▶ **EXERCISE GOAL**:
The copy you give must match the lines from the top of the data through the line containing "1px #c2bbae) drop-shadow(0" exactly, and it must hold no pictures.

▶ **PROVIDED ENTRIES**:
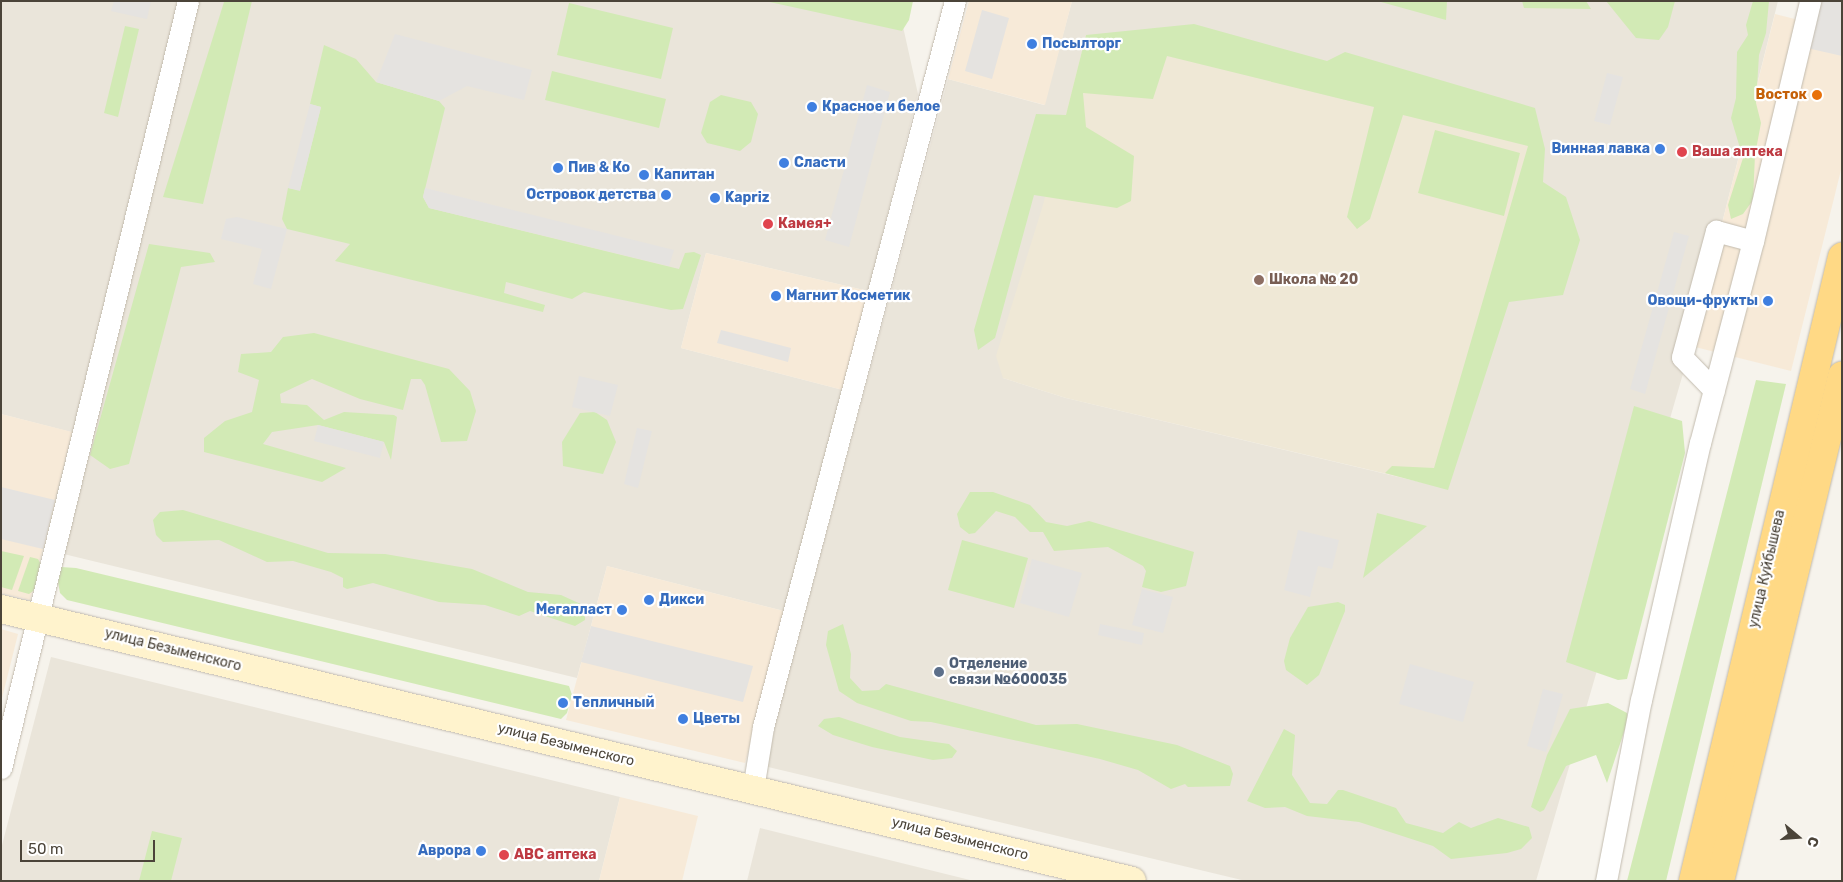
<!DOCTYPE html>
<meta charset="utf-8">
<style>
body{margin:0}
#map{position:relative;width:1843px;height:882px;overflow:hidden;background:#f6f3ec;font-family:Rubik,sans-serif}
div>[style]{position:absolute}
.residential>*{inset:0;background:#eae5da}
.commercial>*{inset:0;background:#f7ead8}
.education>*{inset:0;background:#efe8d6}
.green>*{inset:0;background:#d2eab5}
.parking>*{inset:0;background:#e5e3e0}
.roads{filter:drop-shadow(0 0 1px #c2bbae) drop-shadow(0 0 1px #c2bbae)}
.minor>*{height:21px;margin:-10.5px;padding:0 10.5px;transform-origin:10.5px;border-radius:10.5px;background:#fff}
.secondary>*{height:28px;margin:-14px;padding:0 14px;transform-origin:14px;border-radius:14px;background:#fff3cd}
.trunk>*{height:28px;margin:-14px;padding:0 14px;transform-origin:14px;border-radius:14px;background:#ffd985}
.dots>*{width:14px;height:14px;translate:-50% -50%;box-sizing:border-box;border:2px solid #fff;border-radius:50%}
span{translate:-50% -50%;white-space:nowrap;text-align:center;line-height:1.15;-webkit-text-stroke:4.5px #fff;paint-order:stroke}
.shop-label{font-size:14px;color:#366cbe;font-weight:700}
.left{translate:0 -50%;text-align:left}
.right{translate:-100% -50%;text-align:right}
.food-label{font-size:14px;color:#c56008;font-weight:700}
.health-label{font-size:14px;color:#be3a42;font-weight:700}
.education-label{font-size:14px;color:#785e54;font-weight:700}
.street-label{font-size:14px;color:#4b4439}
.service-label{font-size:14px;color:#4e5e75;font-weight:700}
.frame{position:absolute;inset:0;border:2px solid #4b4439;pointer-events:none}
.north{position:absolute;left:1773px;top:812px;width:50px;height:50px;-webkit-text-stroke:4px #fff;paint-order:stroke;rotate:108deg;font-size:14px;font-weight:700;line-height:20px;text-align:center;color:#4b4439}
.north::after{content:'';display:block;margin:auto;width:18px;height:22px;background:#4b4439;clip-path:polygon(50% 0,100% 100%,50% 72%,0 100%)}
.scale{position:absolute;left:20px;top:840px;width:135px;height:22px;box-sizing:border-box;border:2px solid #4b4439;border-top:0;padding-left:6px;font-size:15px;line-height:18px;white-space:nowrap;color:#4b4439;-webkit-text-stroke:4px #fff;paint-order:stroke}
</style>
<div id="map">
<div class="residential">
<div style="clip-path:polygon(1px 1px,824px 1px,902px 22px,918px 94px,868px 291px,706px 253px,681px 348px,843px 390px,788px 612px,607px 566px,577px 678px,43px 549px,71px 432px,1px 414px)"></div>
<div style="clip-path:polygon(evenodd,1072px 1px,1778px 1px,1691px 346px,1536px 881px,1246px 881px,764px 766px,948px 79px,1044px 105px,1072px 1px,1086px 35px,1441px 487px,1066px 398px,1003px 378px,1086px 35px)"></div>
<div style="clip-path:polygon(51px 657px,620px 797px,599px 881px,1px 881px,1px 849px)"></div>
<div style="clip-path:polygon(760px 828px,974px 881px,747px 881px)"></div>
</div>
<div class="commercial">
<div style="clip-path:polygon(969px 1px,1072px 1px,1045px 105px,948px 79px)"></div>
<div style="clip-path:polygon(1775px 14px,1842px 31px,1842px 166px,1791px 371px,1691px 346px)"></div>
<div style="clip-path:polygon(706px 253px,868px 291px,843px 390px,681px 348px)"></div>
<div style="clip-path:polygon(1px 414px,72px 432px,30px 600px,1px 593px)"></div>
<div style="clip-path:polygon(607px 566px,788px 612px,745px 763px,566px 720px)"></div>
<div style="clip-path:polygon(1px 629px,18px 634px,1px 702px)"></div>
<div style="clip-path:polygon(620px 797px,698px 816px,682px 881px,599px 881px)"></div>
</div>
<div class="education">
<div style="clip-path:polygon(1086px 35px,1534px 147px,1442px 487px,1066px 398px,1003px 378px,996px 356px,1043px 205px)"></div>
</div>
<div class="green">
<div style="clip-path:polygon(252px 1px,203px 204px,163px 197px,224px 2px)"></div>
<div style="clip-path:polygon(765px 1px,913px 1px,909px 20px,902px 31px)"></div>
<div style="clip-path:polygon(1380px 1px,1447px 1px,1446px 20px,1381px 2px)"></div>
<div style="clip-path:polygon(1522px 1px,1586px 1px,1591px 9px,1524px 8px)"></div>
<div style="clip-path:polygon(1606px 1px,1675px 1px,1668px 27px,1659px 40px,1636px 38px)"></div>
<div style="clip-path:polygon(1753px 1px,1769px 1px,1766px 33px,1759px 55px,1756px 103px,1761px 123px,1755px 155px,1753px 200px,1743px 214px,1731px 219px,1728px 205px,1743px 158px,1731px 118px,1736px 98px,1737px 52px,1748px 35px,1746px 25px)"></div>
<div style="clip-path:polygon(569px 3px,673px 28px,661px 79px,557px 55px)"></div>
<div style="clip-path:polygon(1194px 24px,1327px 61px,1345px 52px,1535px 108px,1545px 149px,1543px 182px,1566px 197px,1580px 240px,1563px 295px,1509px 302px,1448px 490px,1385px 473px,1392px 466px,1434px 468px,1528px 146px,1403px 115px,1370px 219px,1357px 229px,1347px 217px,1374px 107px,1167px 56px,1153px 99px,1083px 93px,1086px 127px,1134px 156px,1131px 201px,1117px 208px,1034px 195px,995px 338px,978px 350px,974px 330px,1036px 114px,1066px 115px,1086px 35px)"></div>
<div style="clip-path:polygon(125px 26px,139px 29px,118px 117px,104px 113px)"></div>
<div style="clip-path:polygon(324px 45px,356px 59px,376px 82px,439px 101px,445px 108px,423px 197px,429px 208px,679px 269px,685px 253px,694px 252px,701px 255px,683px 309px,671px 310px,584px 292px,572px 299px,506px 282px,504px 293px,545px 305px,543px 312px,335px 261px,350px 244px,287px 229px,282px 219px,288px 188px,300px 190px,321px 107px,310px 104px)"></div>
<div style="clip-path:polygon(552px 71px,666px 99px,659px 128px,545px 100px)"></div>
<div style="clip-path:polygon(721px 95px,751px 102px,758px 114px,751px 142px,740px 151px,707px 143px,701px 133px,710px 102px)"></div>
<div style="clip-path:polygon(1435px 130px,1520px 153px,1504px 216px,1418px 193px)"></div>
<div style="clip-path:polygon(149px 244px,210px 253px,215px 262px,181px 267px,129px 464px,110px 469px,90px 455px)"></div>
<div style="clip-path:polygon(314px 333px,449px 369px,470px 391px,476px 411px,467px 441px,441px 442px,425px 385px,421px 379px,411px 379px,403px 410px,360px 399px,312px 379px,280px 394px,281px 403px,307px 405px,324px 420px,344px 412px,394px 415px,397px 417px,391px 460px,384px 442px,318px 425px,272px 432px,263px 444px,346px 468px,322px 482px,204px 452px,204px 438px,225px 421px,252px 412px,259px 380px,238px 372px,241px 354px,271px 352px,283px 337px)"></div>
<div style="clip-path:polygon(1756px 380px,1786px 384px,1666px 881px,1627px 881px)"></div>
<div style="clip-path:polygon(1634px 406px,1682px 421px,1685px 453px,1627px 679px,1618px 680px,1566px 662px)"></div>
<div style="clip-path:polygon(595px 412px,607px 420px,616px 442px,603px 474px,563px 466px,562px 442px,580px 413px)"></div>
<div style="clip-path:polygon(970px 492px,993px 492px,1030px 505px,1046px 522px,1067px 526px,1089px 521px,1194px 552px,1186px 586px,1161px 592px,1142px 587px,1146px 571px,1143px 566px,1108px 547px,1054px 551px,1043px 532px,1030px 532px,1015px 517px,996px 511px,975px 533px,969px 534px,960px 527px,957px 514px)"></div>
<div style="clip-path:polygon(183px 510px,328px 553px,385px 554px,472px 569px,528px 592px,561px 595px,585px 606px,585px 620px,575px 626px,530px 611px,519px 616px,485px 605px,439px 602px,373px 583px,347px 589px,343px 587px,343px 578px,331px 572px,293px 561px,267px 562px,219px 540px,163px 542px,156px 535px,153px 520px,160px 512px)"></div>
<div style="clip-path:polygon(1377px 513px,1427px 526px,1363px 578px)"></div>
<div style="clip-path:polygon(962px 540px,1028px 558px,1014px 608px,948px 590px)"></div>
<div style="clip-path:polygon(1px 551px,24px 556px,12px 590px,1px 587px)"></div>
<div style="clip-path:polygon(30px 557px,38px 559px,42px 566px,36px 589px,29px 594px,18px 591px)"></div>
<div style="clip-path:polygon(61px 567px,76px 568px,569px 686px,572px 695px,567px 713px,561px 719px,67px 600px,60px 593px,58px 582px)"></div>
<div style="clip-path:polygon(1338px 602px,1345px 605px,1345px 611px,1319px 675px,1307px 685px,1286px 670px,1284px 661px,1290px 638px,1308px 607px)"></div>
<div style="clip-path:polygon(843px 624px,851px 654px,850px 678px,862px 691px,879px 690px,886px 684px,1036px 725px,1077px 724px,1177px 745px,1230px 766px,1233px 774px,1230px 786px,1188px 787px,1185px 784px,1171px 789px,1138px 770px,1100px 759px,931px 722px,911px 721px,857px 703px,839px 691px,826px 645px,828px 631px)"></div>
<div style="clip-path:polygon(1608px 703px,1627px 713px,1628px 720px,1607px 783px,1596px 755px,1566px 766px,1544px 810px,1540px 812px,1531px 807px,1547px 755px,1570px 709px)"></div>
<div style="clip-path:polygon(839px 717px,900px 737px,949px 744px,957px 751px,952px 758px,933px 760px,872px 747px,833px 735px,818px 726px,824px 719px)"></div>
<div style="clip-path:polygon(1284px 729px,1295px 735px,1292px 775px,1310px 803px,1327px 804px,1338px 790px,1343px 790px,1396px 808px,1406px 823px,1443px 833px,1459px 822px,1471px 828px,1498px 818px,1529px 827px,1532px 838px,1521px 849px,1507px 853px,1451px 859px,1433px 846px,1359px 822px,1307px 816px,1285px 807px,1265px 808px,1247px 801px)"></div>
<div style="clip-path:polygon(152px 831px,182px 838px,171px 881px,139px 881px)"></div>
</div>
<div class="parking">
<div style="clip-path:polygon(114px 1px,151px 1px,147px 19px,111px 11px)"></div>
<div style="clip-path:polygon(1817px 1px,1842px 1px,1842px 56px,1807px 48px)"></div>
<div style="clip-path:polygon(982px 10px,1009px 18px,992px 79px,965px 71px)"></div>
<div style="clip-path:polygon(395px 34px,532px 70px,524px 100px,467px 86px,439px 101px,376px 82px)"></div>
<div style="clip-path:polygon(1607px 73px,1623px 77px,1610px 125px,1594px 121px)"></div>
<div style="clip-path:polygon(867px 85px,890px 92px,849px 247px,825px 240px)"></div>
<div style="clip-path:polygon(310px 104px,321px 107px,300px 191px,288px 188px)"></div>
<div style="clip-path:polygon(425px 188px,674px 250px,669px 266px,429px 208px,423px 197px)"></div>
<div style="clip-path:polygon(237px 217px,287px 229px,271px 289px,253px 284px,262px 249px,221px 239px,226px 219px)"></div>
<div style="clip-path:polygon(1674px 232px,1689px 236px,1645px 394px,1630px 389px)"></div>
<div style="clip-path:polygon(721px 330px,791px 348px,788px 362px,717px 343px)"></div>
<div style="clip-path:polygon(579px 376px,618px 385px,610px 416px,572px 407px)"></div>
<div style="clip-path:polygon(318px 425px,384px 442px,380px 458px,314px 441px)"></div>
<div style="clip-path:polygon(637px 428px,652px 431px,638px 488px,624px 484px)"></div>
<div style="clip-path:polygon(1px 487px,55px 500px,43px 549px,1px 539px)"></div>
<div style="clip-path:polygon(1298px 530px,1339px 540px,1332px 569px,1318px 566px,1310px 597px,1284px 590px)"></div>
<div style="clip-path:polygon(1032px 559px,1082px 573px,1069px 617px,1020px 603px)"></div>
<div style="clip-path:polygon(1142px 589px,1173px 597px,1163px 633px,1132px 625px)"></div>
<div style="clip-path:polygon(1100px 624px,1144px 633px,1142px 645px,1098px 635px)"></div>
<div style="clip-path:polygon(591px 626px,753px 666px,743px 702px,581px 662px)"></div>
<div style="clip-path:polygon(1410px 664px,1474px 682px,1463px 722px,1399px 704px)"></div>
<div style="clip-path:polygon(1543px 689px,1563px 694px,1546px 752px,1527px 746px)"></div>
</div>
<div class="roads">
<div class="minor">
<div style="left:1714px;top:390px;width:46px;rotate:-134.1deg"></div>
<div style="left:1682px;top:357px;width:131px;rotate:-74.9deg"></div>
<div style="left:1716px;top:231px;width:38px;rotate:15deg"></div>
<div style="left:1px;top:768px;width:789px;rotate:-76.3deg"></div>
<div style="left:753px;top:789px;width:63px;rotate:-80.8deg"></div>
<div style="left:763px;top:727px;width:751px;rotate:-75.19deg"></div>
<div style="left:1606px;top:881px;width:184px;rotate:-79.1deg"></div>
<div style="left:1641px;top:700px;width:264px;rotate:-77.1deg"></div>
<div style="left:1700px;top:443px;width:209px;rotate:-75.3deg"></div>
<div style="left:1753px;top:241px;width:247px;rotate:-76.6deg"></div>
</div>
<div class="secondary">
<div style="left:1px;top:609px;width:1163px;rotate:13.52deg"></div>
</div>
<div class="trunk">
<div style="left:1693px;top:881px;width:642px;rotate:-76.57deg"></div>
<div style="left:1720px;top:881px;width:520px;rotate:-76.42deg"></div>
</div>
</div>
<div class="dots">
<div style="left:1032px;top:44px;background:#3f7fe0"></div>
<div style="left:1817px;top:95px;background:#e8710a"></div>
<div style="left:812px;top:107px;background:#3f7fe0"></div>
<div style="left:1660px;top:149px;background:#3f7fe0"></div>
<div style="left:1682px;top:152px;background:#e0444e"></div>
<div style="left:784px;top:163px;background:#3f7fe0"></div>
<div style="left:558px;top:168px;background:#3f7fe0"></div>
<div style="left:644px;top:175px;background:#3f7fe0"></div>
<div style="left:666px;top:195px;background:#3f7fe0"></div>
<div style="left:715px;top:198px;background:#3f7fe0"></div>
<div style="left:768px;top:224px;background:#e0444e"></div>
<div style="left:1259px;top:280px;background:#8d6e63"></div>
<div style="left:776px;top:296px;background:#3f7fe0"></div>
<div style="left:1768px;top:301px;background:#3f7fe0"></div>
<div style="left:649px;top:600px;background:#3f7fe0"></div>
<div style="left:622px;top:610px;background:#3f7fe0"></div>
<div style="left:939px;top:672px;background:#5c6f8a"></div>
<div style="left:563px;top:703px;background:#3f7fe0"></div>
<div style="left:683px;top:719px;background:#3f7fe0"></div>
<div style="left:481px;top:851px;background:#3f7fe0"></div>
<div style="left:504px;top:855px;background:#e0444e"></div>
</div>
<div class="shop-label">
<span class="left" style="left:1042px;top:44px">Посылторг</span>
<span class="left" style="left:822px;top:107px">Красное и белое</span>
<span class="right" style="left:1650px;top:149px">Винная лавка</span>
<span class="left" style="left:794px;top:163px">Сласти</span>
<span class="left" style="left:568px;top:168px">Пив &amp; Ко</span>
<span class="left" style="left:654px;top:175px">Капитан</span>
<span class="right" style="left:656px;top:195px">Островок детства</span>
<span class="left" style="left:725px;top:198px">Kapriz</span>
<span class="left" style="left:786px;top:296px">Магнит Косметик</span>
<span class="right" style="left:1758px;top:301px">Овощи-фрукты</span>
<span class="left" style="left:659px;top:600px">Дикси</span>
<span class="right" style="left:612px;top:610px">Мегапласт</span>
<span class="left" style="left:573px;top:703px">Тепличный</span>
<span class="left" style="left:693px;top:719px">Цветы</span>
<span class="right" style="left:471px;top:851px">Аврора</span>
</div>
<div class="food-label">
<span class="right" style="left:1807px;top:95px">Восток</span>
</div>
<div class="health-label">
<span class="left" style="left:1692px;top:152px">Ваша аптека</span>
<span class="left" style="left:778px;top:224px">Камея+</span>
<span class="left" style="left:514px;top:855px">АВС аптека</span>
</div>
<div class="education-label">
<span class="left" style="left:1269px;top:280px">Школа № 20</span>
</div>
<div class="street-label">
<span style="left:1767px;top:569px;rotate:-77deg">улица Куйбышева</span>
<span style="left:173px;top:650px;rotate:14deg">улица Безыменского</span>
<span style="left:566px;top:745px;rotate:14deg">улица Безыменского</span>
<span style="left:960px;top:839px;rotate:14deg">улица Безыменского</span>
</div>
<div class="service-label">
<span class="left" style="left:949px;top:672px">Отделение<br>связи №600035</span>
</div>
<div class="frame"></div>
<div class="north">С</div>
<div class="scale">50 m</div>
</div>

▶ **EXPECTED ANSWER**:
<!DOCTYPE html>
<meta charset="utf-8">
<style>
body{margin:0}
#map{position:relative;width:1843px;height:882px;overflow:hidden;background:#f6f3ec;font-family:Rubik,sans-serif}
div>[style]{position:absolute}
.residential>*{inset:0;background:#eae5da}
.commercial>*{inset:0;background:#f7ead8}
.education>*{inset:0;background:#efe8d6}
.green>*{inset:0;background:#d2eab5}
.parking>*{inset:0;background:#e5e3e0}
.roads{filter:drop-shadow(0 0 1px #c2bbae) drop-shadow(0 0 1px #c2bbae)}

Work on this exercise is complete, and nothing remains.